It’s Monday and I still have a bit of a high from Saturday’s passage of the historic health care reform bill. As someone said on Twitter, they’ve never seen so many people watching C-SPAN and tweeting on a Saturday night.
Speaking of health care reform – Josh Marshall is very optimistic:
There are many events in life that, while more or less predictable in themselves (House passage of the health care bill), turn out to have an impact and significance that is only truly apparent after they occur. The passage of the House health care reform bill last night strikes me as one of them.
The precise contours of the post-conference legislation remains uncertain in a number of key respects, especially in regards to the public option.
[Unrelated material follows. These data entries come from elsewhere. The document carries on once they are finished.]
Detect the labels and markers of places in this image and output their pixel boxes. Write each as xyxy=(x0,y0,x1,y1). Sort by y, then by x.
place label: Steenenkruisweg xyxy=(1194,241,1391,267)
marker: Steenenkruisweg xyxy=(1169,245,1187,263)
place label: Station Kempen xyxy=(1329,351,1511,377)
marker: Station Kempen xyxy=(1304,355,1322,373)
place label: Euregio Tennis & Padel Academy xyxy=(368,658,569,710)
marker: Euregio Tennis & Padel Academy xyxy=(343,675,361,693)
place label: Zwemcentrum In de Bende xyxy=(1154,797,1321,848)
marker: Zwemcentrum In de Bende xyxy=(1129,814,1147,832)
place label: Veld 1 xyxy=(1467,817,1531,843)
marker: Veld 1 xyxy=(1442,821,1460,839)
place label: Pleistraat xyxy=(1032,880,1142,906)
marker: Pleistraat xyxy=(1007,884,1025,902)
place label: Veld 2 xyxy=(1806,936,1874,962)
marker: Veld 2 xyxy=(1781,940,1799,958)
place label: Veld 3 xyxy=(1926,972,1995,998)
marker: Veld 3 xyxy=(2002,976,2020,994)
But having watched the events leading up to the House vote and the politicking in the senate, I have little doubt that a broadly similar bill will pass the senate, be reconciled with the House bill in a conference report and bill that will be signed by the president in relatively short order.
The reason these sorts of events happen so infrequently is that they are like colossal ships or vast armies, very difficult to build or assemble and get on their way but also extremely difficult to stop or turn once they are under way.
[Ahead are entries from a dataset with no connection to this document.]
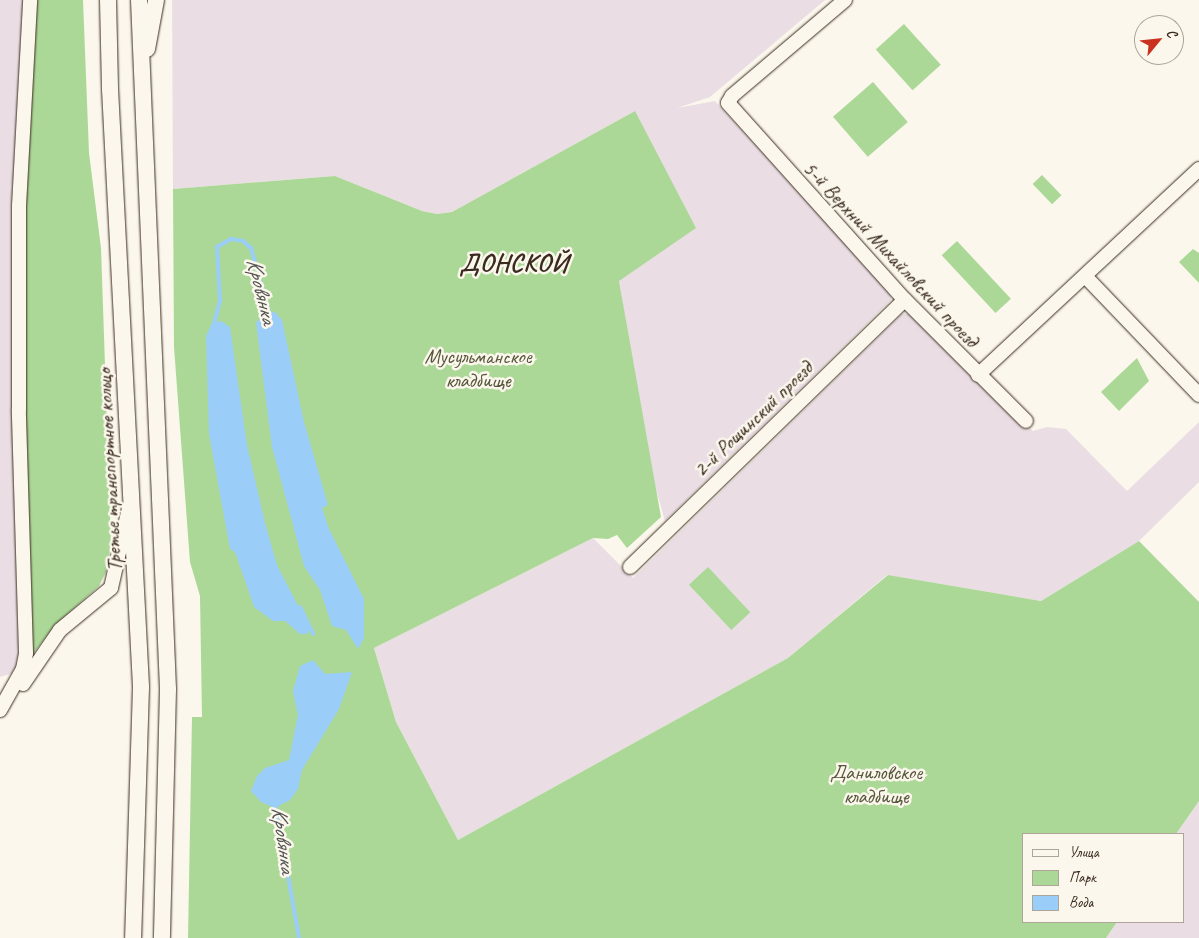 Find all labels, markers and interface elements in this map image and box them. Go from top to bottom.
north arrow [1134,15,1184,65]
text: С [1163,26,1181,40]
street label: 5-й Верхний Михайловский проезд [798,156,984,352]
district label: ДОНСКОЙ [456,247,572,279]
water label: Кровянка [240,255,282,327]
park label: Мусульманское кладбище [424,343,532,393]
street label: 2-й Рощинский проезд [688,356,818,482]
street label: Третье транспортное кольцо [91,368,127,572]
park label: Даниловское кладбище [830,759,922,809]
water label: Кровянка [265,805,301,875]
legend [1022,833,1184,923]
text: Улица [1069,843,1099,862]
text: Парк [1069,868,1096,887]
text: Вода [1069,893,1093,912]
Here’s hoping that he’s right. Joe Lieberman is making noises again about filibustering.
Nate Silver at FiveThirtyEight has been all over the story of Strategic Vision pollsters, a Republican polling firm. They published a poll showing that students in Oklahoma did very poorly on the American citizenship test and the story was widely picked up by the media. I’ll let Nate tell the tale:
In detailing some of the evidence against Strategic Vision LLC, a pollster I am now almost certain is disreputable and fraudulent, I pointed in particular to a poll that they conducted on behalf of the Oklahoma Council of Public Affairs, an conservative-leaning educational thinktank. The poll purported to show that Oklahoma’s high school citizens were deficient in some of the most basic aspects of citizenship. Only 23 percent of them knew that George Washington was the first president, the poll claimed! Just 43 percent knew that the Democrats and Republicans are the two major political parties!
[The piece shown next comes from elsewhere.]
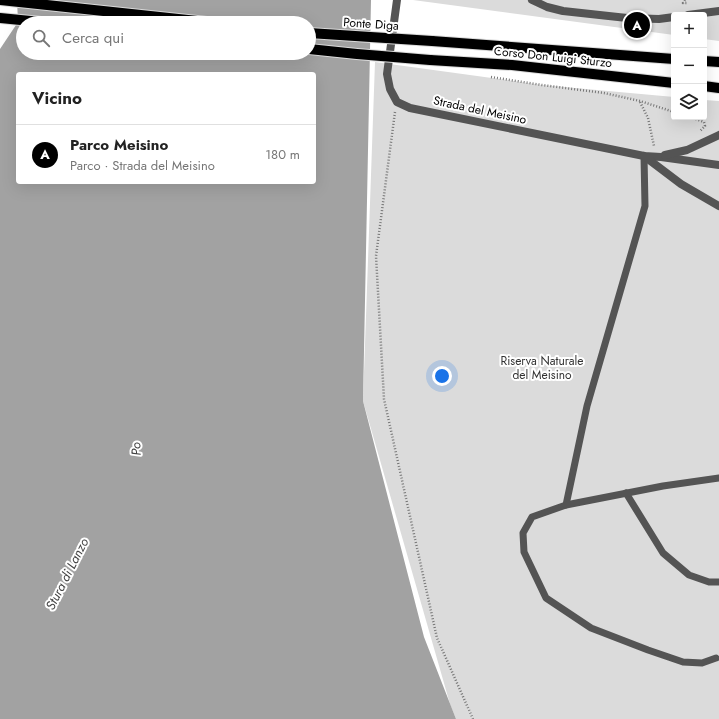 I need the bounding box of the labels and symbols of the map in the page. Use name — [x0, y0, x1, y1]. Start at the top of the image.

These conclusions seemed dubious to me on their face. Several years ago, at my old consulting job, I participated in a project for the State of Ohio’s public schools which involved sitting down in a third or fifth grade classroom for the better part of a day and seeing how the students were learning. Most of these observations took place in poor, post-industrial towns, which were still suffering the effects of the steel mill or the axle plant that had long ago left town. What struck me, most of all, was how smart the kids were, relative to my expectations. These kids might not have been the highest achievers — but I’m pretty sure that more than 90 percent of them would have known who George Washington was. And these were third and fifth graders.
There were other hints too, that Strategic Vision’s poll may have been fake. The scores that Strategic Vision claimed the kids had gotten, for instance, were strangely underdispersed. And they seemed to contradict results from Oklahoma’s own standardized testing, which asked much more difficult citizenship questions and found most of the students doing just fine.
The students and teachers of Oklahoma are owed an apology, a big one. Hopefully the news outlets that ran the fraudulent results will print a retraction as well.